(Saved entries)
++++
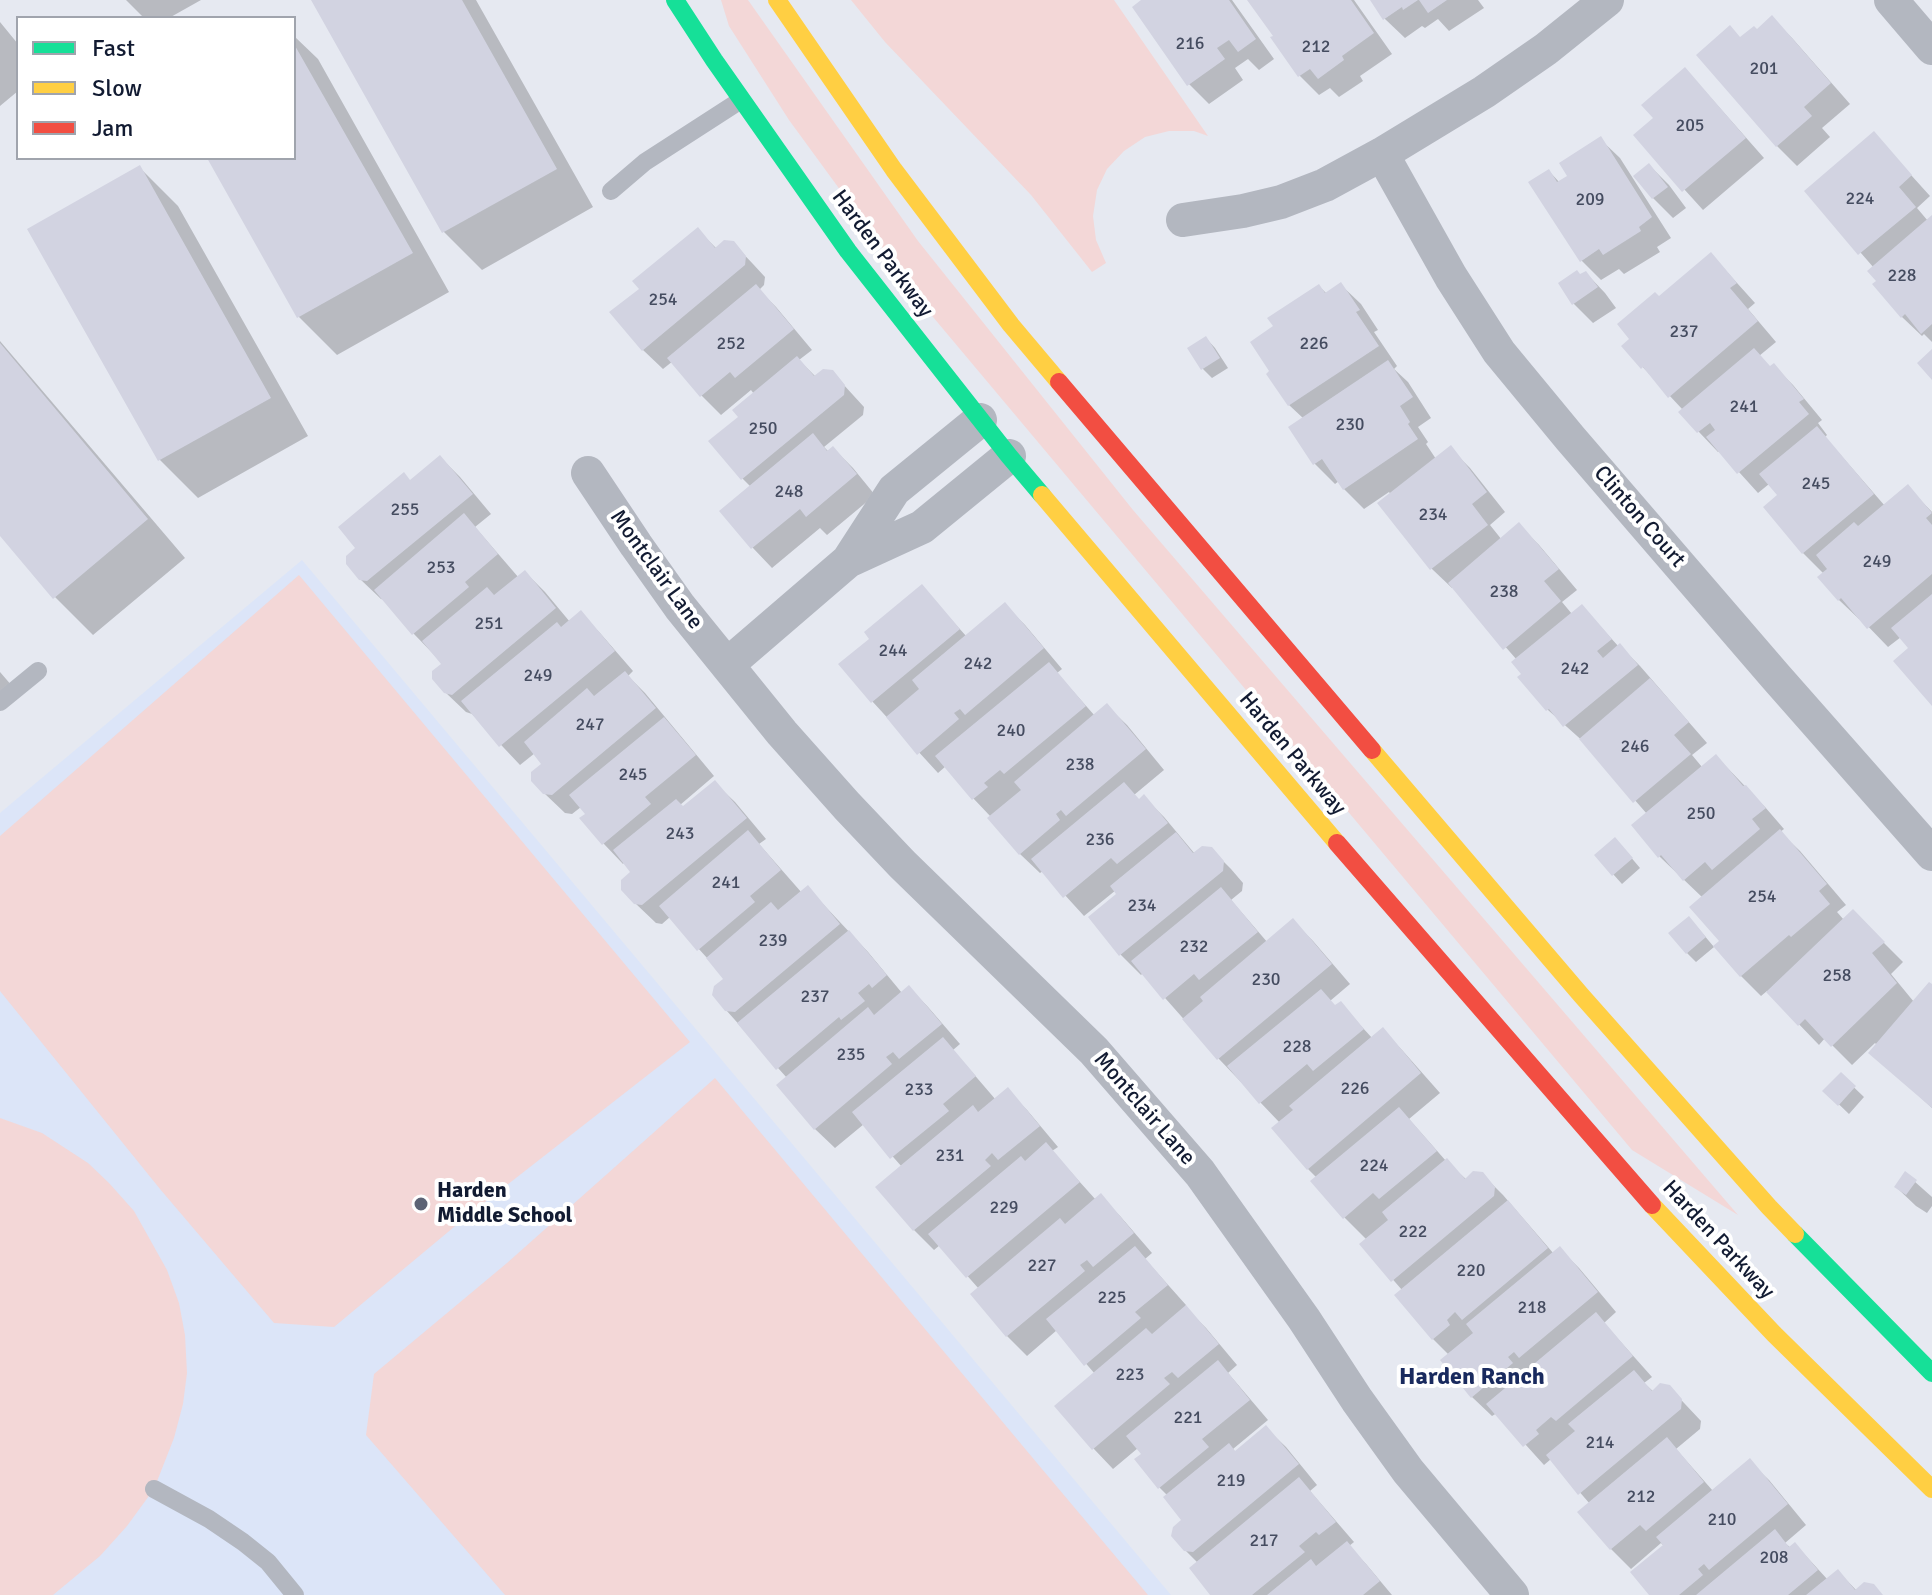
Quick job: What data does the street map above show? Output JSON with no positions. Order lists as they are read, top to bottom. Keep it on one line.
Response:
{"streets":{"street":["Harden Parkway","Clinton Court","Montclair Lane"]},"districts":["Harden Ranch"],"places":["Harden Middle School"],"house_numbers":["216","212","201","205","224","209","228","254","237","252","226","241","230","250","245","248","255","234","249","253","238","251","244","242","242","249","247","240","246","238","245","250","243","236","241","254","234","239","232","258","230","237","228","235","226","233","231","224","229","222","227","220","225","218","223","221","214","219","212","210","217","208"],"legend":["Fast","Slow","Jam"]}
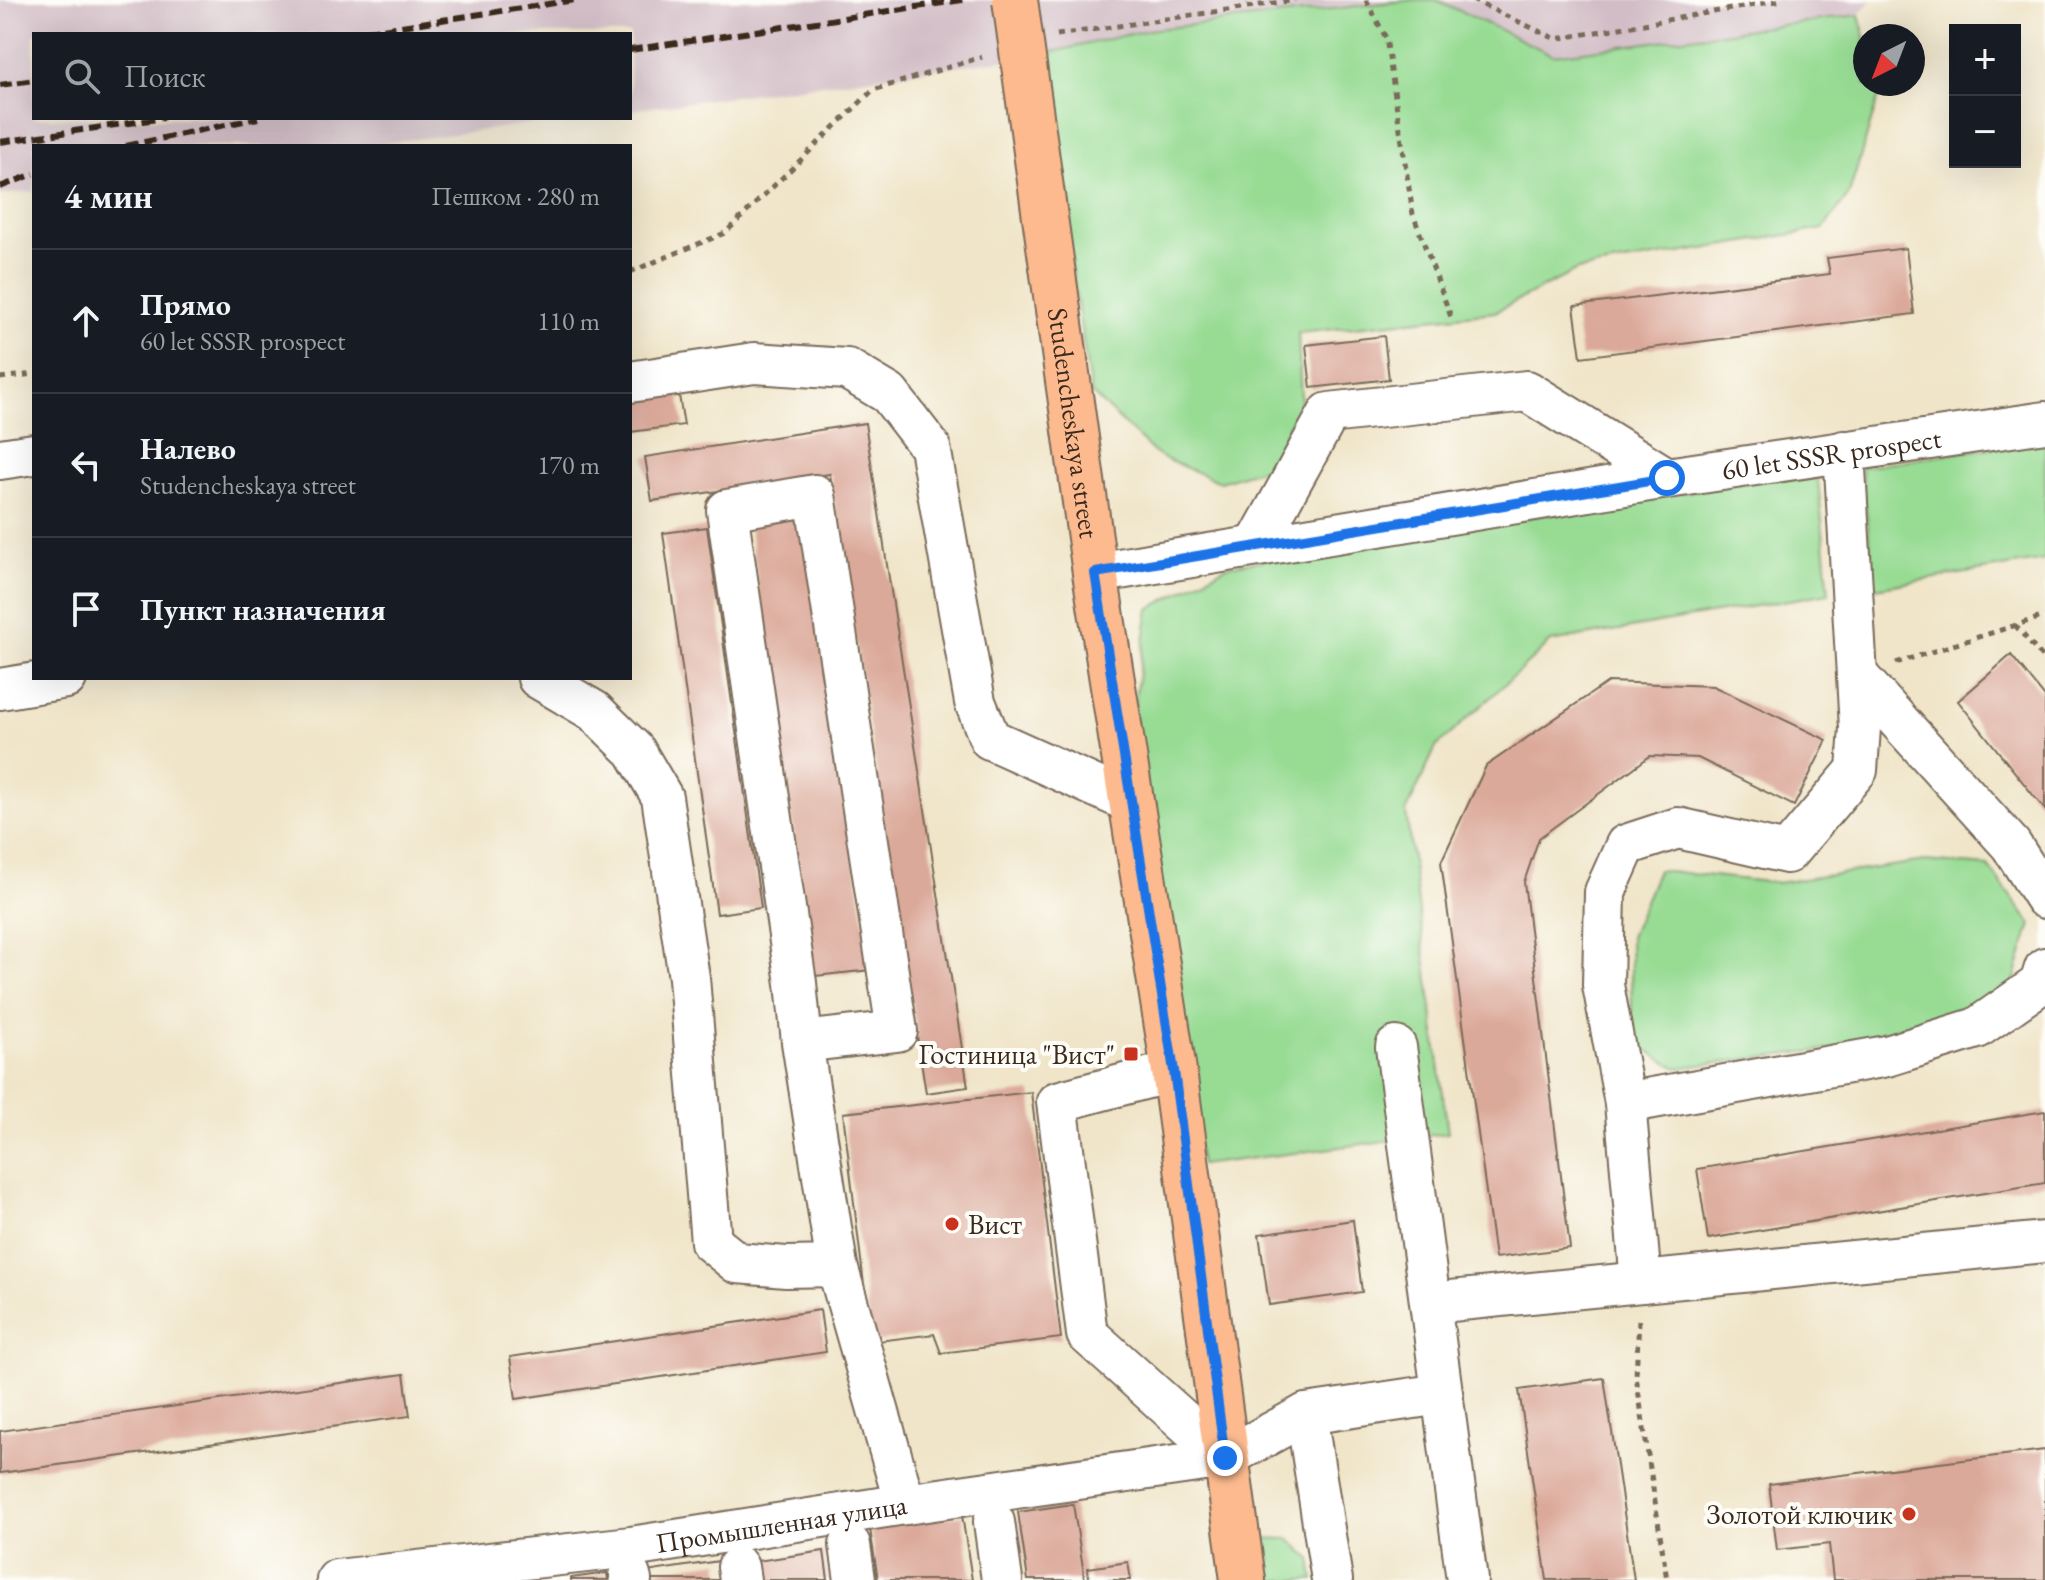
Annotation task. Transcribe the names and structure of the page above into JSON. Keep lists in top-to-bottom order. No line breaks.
{"streets":{"main road":["Studencheskaya street"],"street":["60 let SSSR prospect","Промышленная улица"]},"crossings":[["Studencheskaya street","60 let SSSR prospect"],["Studencheskaya street","Промышленная улица"]],"places":{"transit":["Гостиница \"Вист\""],"other":["Вист","Золотой ключик"]},"north":"bottom left","page":{"map_buttons":["+","−"],"search":"Поиск","heading":["4 мин","Пешком · 280 m"],"list":[["Прямо","60 let SSSR prospect","110 m"],["Налево","Studencheskaya street","170 m"],"Пункт назначения"]}}
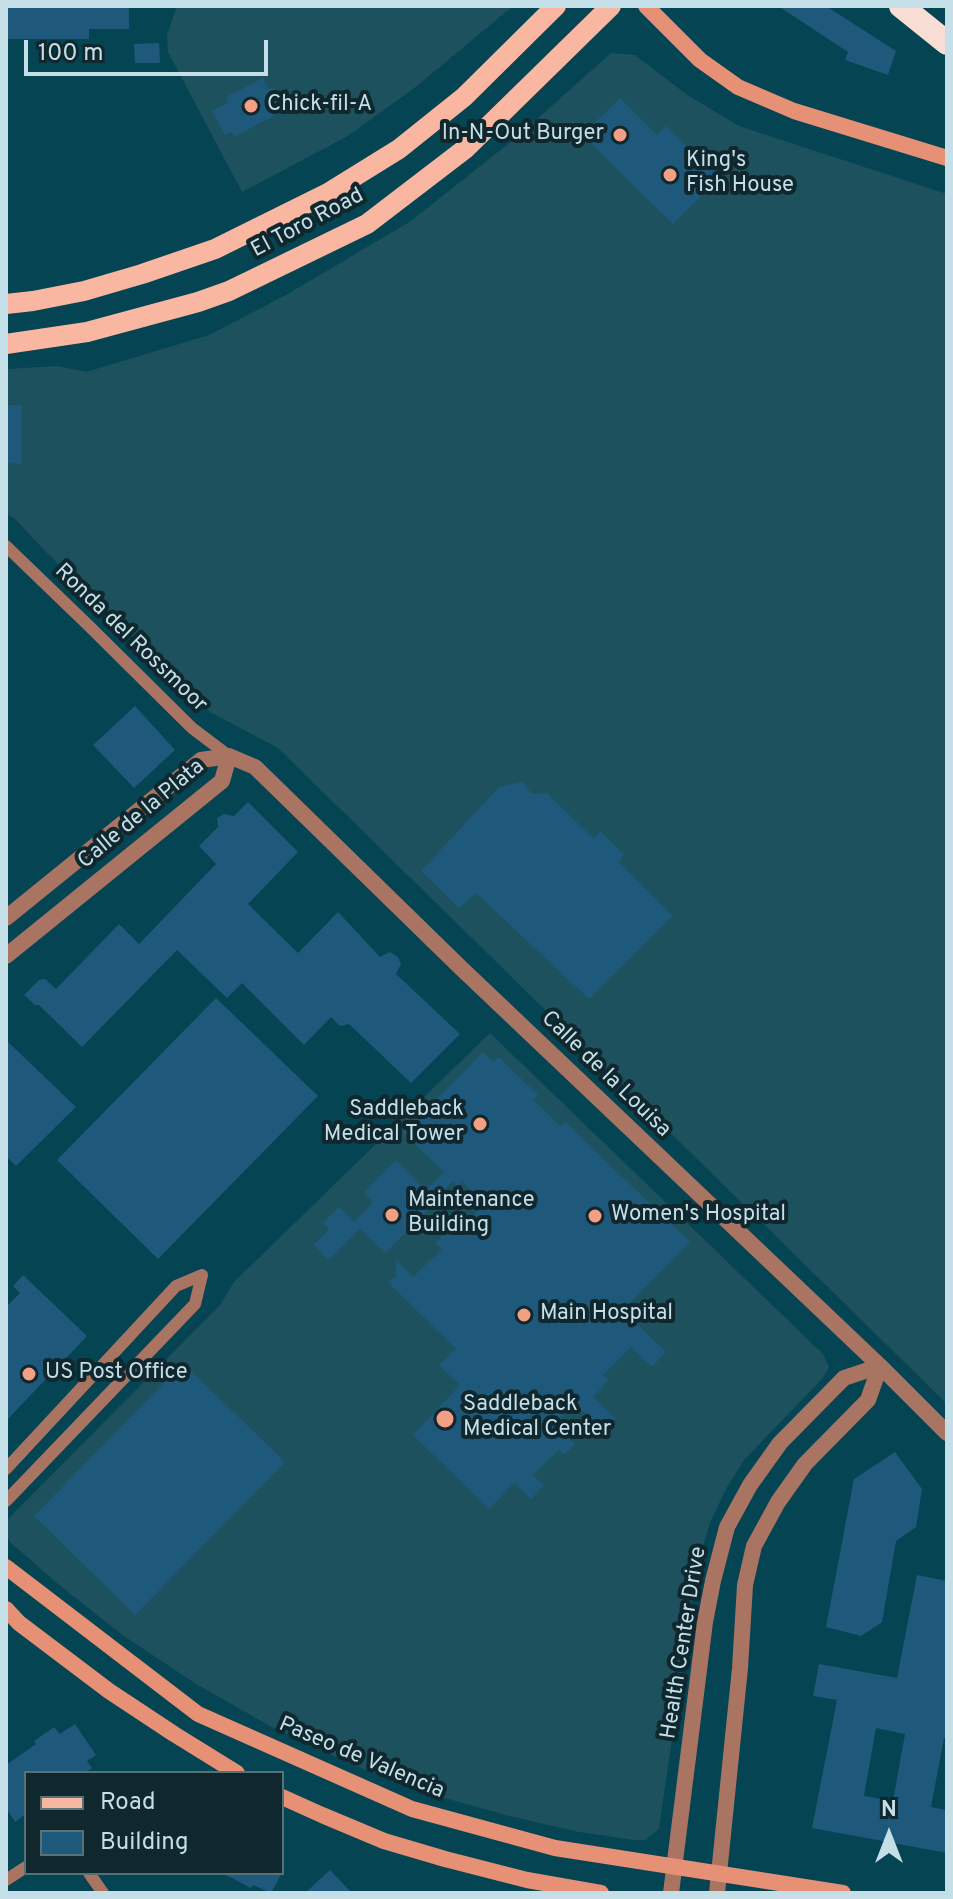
++++
## Task instructions
Find the line containing "Annotation task. Transcribe", then extract it and every line after it to the end of the data above, exactly and nothing else, without pictures.

## Response to this exercise
Annotation task. Transcribe the names and structure of the page above into JSON. Keep lists in top-to-bottom order. No line breaks.
{"streets":{"main road":["Studencheskaya street"],"street":["60 let SSSR prospect","Промышленная улица"]},"crossings":[["Studencheskaya street","60 let SSSR prospect"],["Studencheskaya street","Промышленная улица"]],"places":{"transit":["Гостиница \"Вист\""],"other":["Вист","Золотой ключик"]},"north":"bottom left","page":{"map_buttons":["+","−"],"search":"Поиск","heading":["4 мин","Пешком · 280 m"],"list":[["Прямо","60 let SSSR prospect","110 m"],["Налево","Studencheskaya street","170 m"],"Пункт назначения"]}}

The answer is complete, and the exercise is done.